Record set: Begin
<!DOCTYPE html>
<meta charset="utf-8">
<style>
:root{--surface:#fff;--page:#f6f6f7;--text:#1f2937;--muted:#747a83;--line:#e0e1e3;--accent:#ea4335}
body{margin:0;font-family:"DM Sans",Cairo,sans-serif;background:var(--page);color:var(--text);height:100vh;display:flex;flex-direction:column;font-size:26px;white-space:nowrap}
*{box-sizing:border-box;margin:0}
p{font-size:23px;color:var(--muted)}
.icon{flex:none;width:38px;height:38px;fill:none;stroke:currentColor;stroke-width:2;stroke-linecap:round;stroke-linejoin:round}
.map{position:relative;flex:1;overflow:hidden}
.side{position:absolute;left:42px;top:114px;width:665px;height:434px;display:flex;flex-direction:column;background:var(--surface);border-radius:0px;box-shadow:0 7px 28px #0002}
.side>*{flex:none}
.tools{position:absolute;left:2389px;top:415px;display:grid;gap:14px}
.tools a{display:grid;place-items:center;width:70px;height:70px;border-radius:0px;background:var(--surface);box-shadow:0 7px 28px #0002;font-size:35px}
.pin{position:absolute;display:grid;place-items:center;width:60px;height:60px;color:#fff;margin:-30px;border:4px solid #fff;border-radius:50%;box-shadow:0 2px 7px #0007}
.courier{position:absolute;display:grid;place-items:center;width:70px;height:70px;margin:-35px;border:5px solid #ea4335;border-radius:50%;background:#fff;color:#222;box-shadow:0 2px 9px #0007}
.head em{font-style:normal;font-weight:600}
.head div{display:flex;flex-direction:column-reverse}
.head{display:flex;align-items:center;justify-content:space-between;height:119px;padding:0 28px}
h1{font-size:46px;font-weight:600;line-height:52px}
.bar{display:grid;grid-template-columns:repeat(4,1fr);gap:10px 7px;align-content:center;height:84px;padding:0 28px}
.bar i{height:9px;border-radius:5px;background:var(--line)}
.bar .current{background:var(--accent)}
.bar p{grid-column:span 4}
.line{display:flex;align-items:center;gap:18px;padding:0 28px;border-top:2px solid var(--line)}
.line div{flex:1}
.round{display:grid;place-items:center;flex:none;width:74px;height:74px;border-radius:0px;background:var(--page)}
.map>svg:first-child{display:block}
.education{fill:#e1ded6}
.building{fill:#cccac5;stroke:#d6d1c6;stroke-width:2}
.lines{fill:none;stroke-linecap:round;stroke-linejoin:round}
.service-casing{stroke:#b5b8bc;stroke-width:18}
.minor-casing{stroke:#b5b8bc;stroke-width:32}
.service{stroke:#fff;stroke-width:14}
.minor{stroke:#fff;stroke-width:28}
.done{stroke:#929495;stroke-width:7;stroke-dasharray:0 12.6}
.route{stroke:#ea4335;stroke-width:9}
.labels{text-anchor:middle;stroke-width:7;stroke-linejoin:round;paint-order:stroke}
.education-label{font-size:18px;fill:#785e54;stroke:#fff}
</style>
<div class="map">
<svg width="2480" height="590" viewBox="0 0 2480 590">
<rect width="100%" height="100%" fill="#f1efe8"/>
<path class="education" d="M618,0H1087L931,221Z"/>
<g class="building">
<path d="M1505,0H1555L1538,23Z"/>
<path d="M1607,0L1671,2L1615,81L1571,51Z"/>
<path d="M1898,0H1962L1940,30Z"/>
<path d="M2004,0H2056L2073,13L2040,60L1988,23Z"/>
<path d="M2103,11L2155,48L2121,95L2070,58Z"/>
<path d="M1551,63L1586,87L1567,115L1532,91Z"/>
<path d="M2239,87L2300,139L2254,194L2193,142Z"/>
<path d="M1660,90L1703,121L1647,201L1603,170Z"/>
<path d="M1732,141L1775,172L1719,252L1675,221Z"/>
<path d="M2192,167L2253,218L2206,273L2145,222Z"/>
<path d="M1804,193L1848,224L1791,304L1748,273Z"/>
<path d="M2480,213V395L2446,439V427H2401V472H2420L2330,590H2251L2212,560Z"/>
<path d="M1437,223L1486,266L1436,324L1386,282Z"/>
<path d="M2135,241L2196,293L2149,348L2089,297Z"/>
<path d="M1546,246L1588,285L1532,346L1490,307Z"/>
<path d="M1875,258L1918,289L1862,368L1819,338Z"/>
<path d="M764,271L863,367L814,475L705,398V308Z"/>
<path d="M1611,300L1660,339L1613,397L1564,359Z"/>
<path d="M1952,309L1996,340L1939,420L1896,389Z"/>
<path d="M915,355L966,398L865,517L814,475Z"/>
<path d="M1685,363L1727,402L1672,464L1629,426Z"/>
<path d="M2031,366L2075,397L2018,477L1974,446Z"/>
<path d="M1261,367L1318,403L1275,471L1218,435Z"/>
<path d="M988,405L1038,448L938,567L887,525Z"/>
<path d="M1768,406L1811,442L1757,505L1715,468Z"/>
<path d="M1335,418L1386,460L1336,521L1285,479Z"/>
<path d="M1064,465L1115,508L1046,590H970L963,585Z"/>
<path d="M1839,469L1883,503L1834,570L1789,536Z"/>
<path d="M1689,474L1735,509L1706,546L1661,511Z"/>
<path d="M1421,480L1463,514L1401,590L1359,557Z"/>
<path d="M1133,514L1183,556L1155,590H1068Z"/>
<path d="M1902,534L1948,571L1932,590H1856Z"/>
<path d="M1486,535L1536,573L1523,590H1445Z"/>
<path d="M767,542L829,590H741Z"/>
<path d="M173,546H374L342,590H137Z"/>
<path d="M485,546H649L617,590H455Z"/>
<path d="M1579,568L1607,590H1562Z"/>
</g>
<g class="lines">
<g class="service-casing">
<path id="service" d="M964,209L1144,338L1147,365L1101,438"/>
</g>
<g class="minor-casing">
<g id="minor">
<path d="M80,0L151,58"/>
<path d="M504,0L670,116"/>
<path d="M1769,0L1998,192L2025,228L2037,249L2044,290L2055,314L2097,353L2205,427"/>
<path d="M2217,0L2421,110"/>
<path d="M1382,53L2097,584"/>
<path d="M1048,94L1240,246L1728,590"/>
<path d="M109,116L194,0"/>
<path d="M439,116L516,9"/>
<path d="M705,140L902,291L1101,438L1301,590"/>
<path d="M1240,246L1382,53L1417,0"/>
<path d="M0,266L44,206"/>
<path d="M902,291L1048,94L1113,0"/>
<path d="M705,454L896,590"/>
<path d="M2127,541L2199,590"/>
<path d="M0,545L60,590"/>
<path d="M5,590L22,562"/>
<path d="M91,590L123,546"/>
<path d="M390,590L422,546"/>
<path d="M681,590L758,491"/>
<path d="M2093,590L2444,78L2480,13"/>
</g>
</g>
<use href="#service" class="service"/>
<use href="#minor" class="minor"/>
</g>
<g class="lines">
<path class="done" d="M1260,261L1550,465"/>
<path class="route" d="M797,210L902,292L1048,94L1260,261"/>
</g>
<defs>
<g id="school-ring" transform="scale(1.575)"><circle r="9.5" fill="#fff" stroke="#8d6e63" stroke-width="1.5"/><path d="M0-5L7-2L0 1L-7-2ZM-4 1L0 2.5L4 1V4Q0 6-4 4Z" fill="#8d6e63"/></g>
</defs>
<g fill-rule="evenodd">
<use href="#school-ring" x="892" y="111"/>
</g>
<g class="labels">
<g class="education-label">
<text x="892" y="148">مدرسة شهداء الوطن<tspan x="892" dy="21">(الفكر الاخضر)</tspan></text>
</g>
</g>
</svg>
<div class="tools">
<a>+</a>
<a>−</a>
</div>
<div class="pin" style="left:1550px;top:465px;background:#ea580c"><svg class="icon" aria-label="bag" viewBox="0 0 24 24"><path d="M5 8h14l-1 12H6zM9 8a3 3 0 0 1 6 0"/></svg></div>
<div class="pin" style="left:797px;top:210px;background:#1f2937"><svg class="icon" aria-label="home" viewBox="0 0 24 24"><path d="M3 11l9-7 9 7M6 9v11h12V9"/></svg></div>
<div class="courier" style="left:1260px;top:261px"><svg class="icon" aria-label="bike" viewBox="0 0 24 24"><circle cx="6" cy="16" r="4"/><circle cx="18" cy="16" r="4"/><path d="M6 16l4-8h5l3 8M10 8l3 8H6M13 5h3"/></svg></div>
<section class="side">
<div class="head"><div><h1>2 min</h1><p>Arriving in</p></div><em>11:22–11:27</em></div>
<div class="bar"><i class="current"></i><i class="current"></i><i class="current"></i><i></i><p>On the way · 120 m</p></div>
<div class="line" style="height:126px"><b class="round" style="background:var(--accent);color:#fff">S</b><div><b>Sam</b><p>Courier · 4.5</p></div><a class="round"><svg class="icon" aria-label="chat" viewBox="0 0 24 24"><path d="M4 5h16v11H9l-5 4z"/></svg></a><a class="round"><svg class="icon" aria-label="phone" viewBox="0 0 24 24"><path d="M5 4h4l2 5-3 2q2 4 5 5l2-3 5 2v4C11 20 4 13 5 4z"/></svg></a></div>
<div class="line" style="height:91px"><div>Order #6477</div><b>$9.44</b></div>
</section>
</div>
Record set: End
Record set: Begin
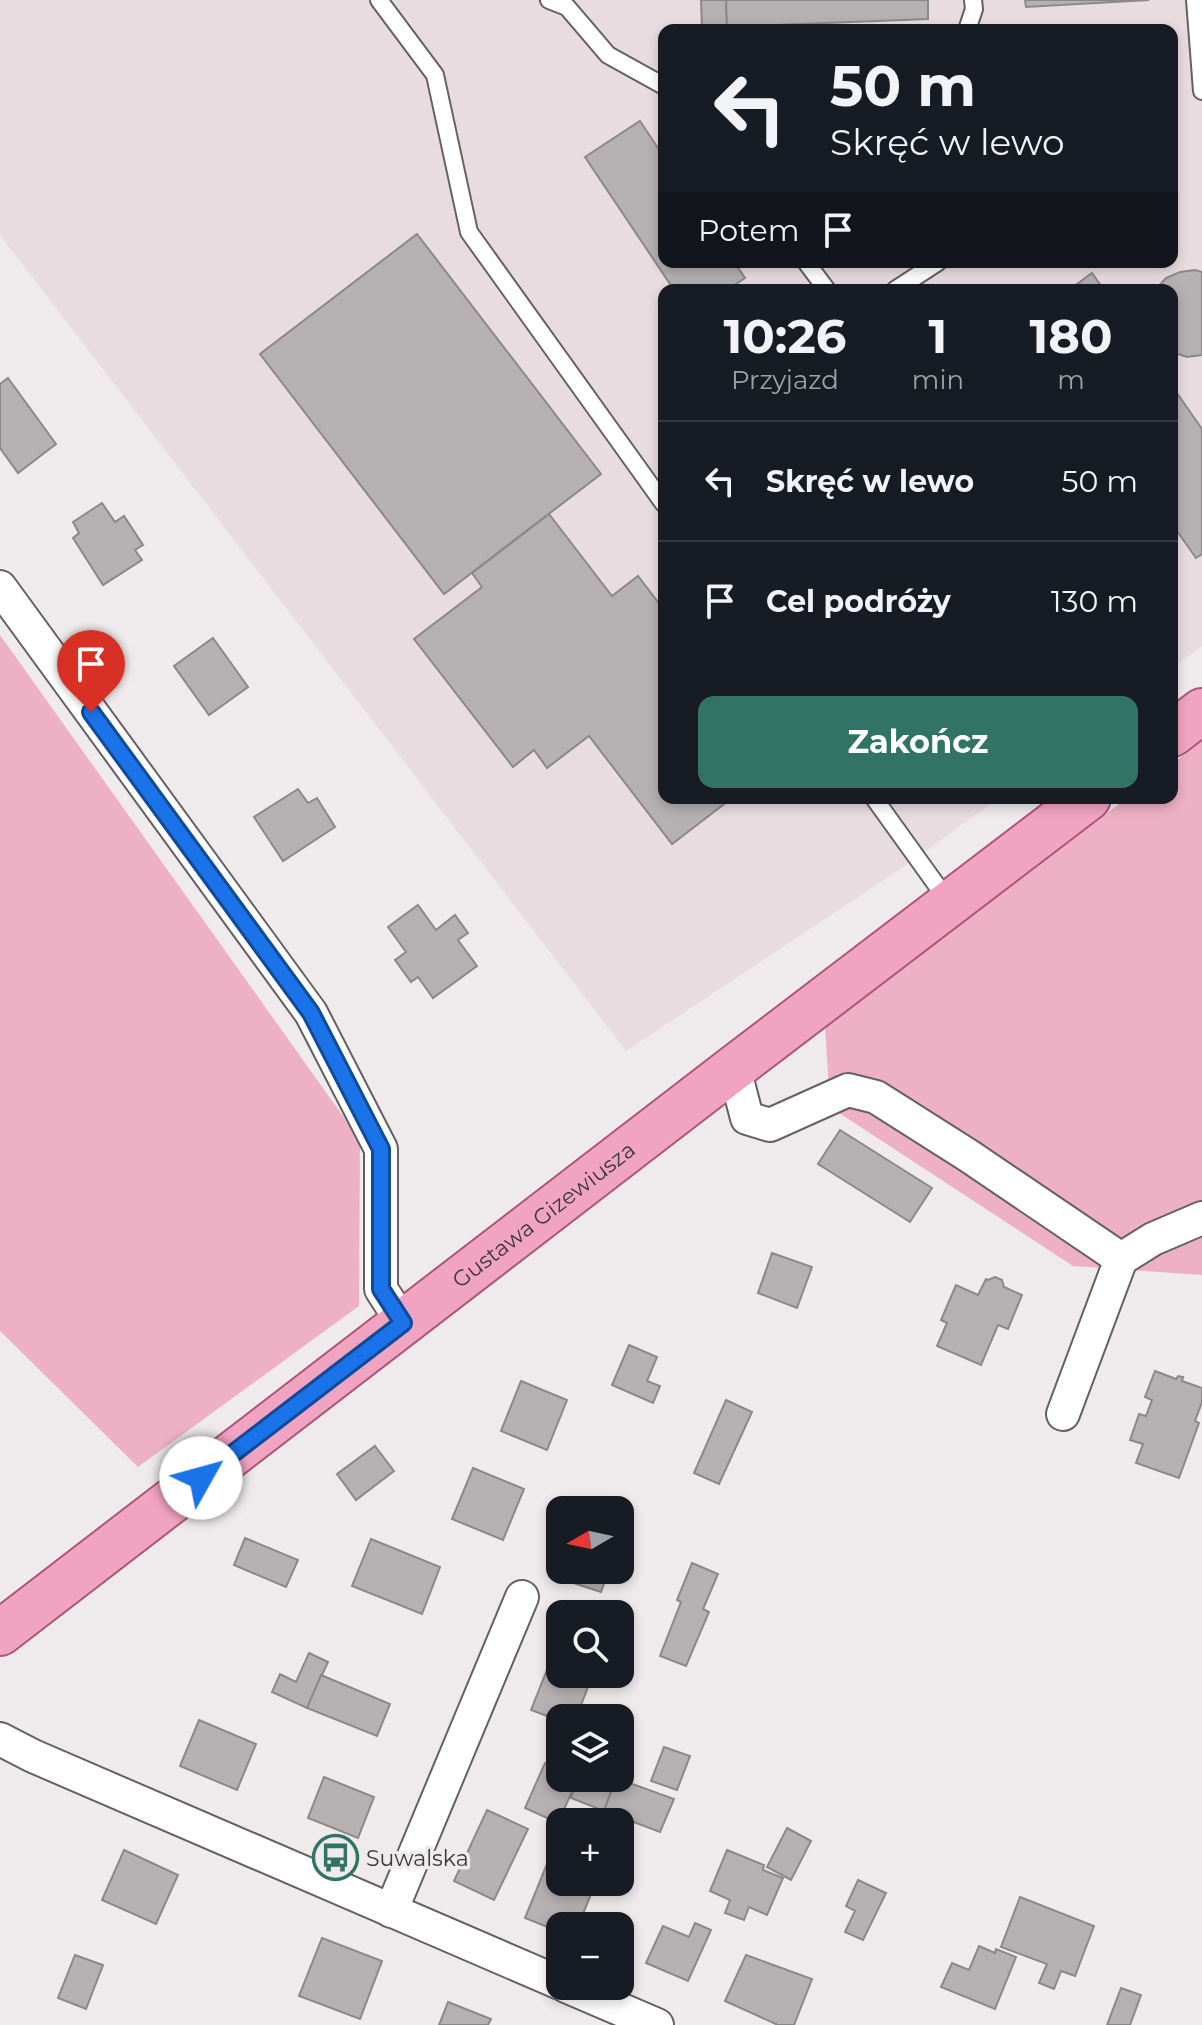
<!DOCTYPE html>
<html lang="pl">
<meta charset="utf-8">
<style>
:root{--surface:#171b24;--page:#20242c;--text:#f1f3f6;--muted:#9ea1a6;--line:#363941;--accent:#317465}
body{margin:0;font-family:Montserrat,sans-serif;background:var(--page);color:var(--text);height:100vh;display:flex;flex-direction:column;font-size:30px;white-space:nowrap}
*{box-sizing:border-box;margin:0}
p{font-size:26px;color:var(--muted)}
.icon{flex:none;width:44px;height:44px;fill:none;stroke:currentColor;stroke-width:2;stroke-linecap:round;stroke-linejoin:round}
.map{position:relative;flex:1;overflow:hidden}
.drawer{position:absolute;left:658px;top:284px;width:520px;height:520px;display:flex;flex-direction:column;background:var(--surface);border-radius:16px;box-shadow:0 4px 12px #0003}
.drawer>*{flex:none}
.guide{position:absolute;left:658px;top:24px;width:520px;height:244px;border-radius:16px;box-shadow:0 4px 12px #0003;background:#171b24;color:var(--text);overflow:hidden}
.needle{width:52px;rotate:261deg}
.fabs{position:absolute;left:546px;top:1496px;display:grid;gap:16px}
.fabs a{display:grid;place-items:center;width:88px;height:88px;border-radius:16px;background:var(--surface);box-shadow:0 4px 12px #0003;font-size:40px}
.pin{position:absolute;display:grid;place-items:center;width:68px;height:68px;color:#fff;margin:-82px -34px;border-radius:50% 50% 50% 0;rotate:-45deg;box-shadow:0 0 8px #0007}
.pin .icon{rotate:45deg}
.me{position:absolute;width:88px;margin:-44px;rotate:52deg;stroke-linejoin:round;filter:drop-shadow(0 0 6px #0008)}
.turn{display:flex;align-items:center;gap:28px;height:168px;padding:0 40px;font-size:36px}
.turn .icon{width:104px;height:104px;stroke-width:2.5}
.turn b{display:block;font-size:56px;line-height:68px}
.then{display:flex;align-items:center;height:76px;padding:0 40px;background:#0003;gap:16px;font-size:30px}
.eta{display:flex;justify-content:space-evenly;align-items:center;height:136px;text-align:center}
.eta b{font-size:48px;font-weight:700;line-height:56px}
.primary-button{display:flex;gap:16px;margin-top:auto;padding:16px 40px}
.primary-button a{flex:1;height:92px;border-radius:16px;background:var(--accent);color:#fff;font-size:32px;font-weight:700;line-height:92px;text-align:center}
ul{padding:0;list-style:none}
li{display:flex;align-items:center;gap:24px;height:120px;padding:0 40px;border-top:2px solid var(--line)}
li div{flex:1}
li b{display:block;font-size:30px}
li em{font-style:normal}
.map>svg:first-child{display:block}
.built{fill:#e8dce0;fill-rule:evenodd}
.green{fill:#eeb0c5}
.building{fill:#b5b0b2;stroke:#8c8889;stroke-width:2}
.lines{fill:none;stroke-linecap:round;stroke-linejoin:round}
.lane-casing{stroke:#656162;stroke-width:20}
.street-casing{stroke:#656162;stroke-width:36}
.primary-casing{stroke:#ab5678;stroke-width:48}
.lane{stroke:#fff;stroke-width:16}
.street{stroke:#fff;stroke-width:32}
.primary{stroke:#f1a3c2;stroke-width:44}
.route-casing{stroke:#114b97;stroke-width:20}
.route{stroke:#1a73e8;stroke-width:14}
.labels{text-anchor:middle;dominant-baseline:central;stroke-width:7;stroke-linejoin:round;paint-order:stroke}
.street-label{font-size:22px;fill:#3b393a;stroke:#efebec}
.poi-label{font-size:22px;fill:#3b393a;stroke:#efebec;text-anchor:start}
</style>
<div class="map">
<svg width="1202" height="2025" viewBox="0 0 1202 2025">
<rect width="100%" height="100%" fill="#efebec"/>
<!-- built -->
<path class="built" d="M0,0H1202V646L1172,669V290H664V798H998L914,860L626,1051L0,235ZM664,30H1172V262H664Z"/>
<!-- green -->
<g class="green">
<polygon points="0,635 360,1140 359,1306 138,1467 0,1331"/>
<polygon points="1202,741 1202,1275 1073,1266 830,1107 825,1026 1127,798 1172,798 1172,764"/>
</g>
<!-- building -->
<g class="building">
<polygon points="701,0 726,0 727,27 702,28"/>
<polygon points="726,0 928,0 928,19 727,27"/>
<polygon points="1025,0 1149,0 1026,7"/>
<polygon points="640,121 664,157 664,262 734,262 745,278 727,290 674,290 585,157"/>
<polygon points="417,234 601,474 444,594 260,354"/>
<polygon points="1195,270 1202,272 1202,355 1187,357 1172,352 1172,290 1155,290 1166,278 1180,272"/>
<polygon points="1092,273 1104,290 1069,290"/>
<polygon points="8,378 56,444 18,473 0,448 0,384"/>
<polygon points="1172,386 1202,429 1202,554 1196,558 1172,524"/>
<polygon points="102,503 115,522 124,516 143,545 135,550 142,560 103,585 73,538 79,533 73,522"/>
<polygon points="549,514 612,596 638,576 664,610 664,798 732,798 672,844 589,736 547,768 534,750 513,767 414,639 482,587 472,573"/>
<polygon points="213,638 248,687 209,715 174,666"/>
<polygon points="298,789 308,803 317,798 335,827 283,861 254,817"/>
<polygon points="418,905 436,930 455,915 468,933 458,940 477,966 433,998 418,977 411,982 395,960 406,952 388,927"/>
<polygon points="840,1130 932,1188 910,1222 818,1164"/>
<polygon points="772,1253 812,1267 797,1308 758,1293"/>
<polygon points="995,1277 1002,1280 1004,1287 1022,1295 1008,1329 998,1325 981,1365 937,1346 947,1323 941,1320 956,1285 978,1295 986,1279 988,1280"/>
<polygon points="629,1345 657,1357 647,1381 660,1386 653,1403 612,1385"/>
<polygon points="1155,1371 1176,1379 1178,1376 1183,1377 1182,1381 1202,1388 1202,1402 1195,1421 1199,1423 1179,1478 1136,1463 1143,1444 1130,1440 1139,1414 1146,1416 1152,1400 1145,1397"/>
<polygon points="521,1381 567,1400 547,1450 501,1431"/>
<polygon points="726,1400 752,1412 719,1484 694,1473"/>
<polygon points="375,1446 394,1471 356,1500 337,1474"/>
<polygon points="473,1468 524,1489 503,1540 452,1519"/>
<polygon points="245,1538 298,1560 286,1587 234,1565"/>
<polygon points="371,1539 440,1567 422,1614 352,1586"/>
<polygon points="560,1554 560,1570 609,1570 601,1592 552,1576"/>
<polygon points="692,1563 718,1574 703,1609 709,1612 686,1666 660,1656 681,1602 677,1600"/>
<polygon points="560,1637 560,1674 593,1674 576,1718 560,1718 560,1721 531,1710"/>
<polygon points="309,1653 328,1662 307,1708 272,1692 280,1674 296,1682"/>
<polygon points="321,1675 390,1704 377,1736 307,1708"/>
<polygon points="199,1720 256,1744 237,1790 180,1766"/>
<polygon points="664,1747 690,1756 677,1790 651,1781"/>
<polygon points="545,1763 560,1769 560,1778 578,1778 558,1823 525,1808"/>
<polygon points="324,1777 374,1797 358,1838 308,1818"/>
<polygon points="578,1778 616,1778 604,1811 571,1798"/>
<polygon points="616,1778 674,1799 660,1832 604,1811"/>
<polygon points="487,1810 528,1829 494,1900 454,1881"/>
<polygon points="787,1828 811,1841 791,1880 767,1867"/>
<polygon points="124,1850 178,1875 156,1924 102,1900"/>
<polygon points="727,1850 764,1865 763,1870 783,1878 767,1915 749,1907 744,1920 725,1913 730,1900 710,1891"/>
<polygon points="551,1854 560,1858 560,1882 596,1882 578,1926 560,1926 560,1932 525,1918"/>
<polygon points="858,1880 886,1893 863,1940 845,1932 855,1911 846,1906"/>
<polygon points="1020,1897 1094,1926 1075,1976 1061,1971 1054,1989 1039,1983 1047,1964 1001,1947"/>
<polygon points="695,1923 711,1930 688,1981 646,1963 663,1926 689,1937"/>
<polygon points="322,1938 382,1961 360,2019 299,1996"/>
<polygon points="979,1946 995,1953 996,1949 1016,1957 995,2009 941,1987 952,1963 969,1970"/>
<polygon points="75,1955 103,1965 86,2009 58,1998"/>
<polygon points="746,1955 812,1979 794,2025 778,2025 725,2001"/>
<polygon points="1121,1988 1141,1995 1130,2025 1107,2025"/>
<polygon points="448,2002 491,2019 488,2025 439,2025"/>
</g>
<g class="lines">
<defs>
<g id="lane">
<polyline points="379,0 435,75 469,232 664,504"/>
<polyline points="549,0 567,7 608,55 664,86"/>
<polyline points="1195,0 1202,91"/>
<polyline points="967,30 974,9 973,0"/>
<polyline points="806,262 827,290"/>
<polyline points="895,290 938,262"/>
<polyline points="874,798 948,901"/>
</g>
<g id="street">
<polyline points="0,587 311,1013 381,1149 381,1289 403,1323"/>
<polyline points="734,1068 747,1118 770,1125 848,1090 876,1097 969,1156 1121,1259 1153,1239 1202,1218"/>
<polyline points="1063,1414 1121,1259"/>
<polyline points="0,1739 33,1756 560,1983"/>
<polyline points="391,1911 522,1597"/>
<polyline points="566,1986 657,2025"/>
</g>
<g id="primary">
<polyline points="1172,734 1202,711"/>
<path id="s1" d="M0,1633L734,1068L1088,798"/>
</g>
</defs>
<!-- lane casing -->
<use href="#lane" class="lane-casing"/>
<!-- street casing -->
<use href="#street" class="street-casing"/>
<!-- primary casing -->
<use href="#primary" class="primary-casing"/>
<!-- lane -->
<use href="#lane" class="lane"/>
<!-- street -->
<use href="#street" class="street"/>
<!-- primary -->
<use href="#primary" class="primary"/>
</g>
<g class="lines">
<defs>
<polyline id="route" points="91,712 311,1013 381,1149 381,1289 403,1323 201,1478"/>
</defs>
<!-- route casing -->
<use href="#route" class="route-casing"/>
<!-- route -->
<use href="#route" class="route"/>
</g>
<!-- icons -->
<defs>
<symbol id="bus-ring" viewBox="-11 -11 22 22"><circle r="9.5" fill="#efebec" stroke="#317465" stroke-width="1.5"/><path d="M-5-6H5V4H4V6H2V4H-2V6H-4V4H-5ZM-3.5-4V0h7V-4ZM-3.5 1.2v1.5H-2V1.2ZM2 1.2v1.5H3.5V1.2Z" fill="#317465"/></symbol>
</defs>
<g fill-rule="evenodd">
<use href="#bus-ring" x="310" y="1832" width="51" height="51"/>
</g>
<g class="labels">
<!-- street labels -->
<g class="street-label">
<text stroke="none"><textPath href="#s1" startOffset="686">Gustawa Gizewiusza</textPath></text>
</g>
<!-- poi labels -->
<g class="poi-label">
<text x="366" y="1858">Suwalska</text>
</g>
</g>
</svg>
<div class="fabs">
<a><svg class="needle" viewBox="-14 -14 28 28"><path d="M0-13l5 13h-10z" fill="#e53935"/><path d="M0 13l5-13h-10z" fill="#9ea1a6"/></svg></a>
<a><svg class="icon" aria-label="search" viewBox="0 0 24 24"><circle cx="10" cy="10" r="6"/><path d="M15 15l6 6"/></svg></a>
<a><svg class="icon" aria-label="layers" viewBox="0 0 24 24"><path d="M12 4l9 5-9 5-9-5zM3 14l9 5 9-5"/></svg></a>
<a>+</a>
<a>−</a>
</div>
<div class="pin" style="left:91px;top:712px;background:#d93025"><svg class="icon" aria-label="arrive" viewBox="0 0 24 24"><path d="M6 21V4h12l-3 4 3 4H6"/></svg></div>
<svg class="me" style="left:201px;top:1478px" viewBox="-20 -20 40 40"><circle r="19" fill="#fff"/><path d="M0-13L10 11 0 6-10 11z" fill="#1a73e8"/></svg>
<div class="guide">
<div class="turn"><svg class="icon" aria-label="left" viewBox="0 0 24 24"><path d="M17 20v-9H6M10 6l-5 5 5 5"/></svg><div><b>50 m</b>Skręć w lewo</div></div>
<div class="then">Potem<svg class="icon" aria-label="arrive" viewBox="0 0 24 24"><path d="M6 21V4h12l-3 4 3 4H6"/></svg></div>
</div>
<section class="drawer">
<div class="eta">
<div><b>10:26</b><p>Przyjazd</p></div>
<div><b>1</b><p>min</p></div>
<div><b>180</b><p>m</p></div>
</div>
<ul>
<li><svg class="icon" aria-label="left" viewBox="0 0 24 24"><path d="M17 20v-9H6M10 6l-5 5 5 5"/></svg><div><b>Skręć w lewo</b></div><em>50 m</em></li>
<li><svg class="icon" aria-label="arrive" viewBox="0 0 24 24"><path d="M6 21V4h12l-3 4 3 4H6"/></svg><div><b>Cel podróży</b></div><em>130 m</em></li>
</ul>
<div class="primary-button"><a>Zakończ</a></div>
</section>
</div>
Record set: End
Your task:
Which lines in the data above hold the string "rotate"? Show each one.

Response area:
.needle{width:52px;rotate:261deg}
.pin{position:absolute;display:grid;place-items:center;width:68px;height:68px;color:#fff;margin:-82px -34px;border-radius:50% 50% 50% 0;rotate:-45deg;box-shadow:0 0 8px #0007}
.pin .icon{rotate:45deg}
.me{position:absolute;width:88px;margin:-44px;rotate:52deg;stroke-linejoin:round;filter:drop-shadow(0 0 6px #0008)}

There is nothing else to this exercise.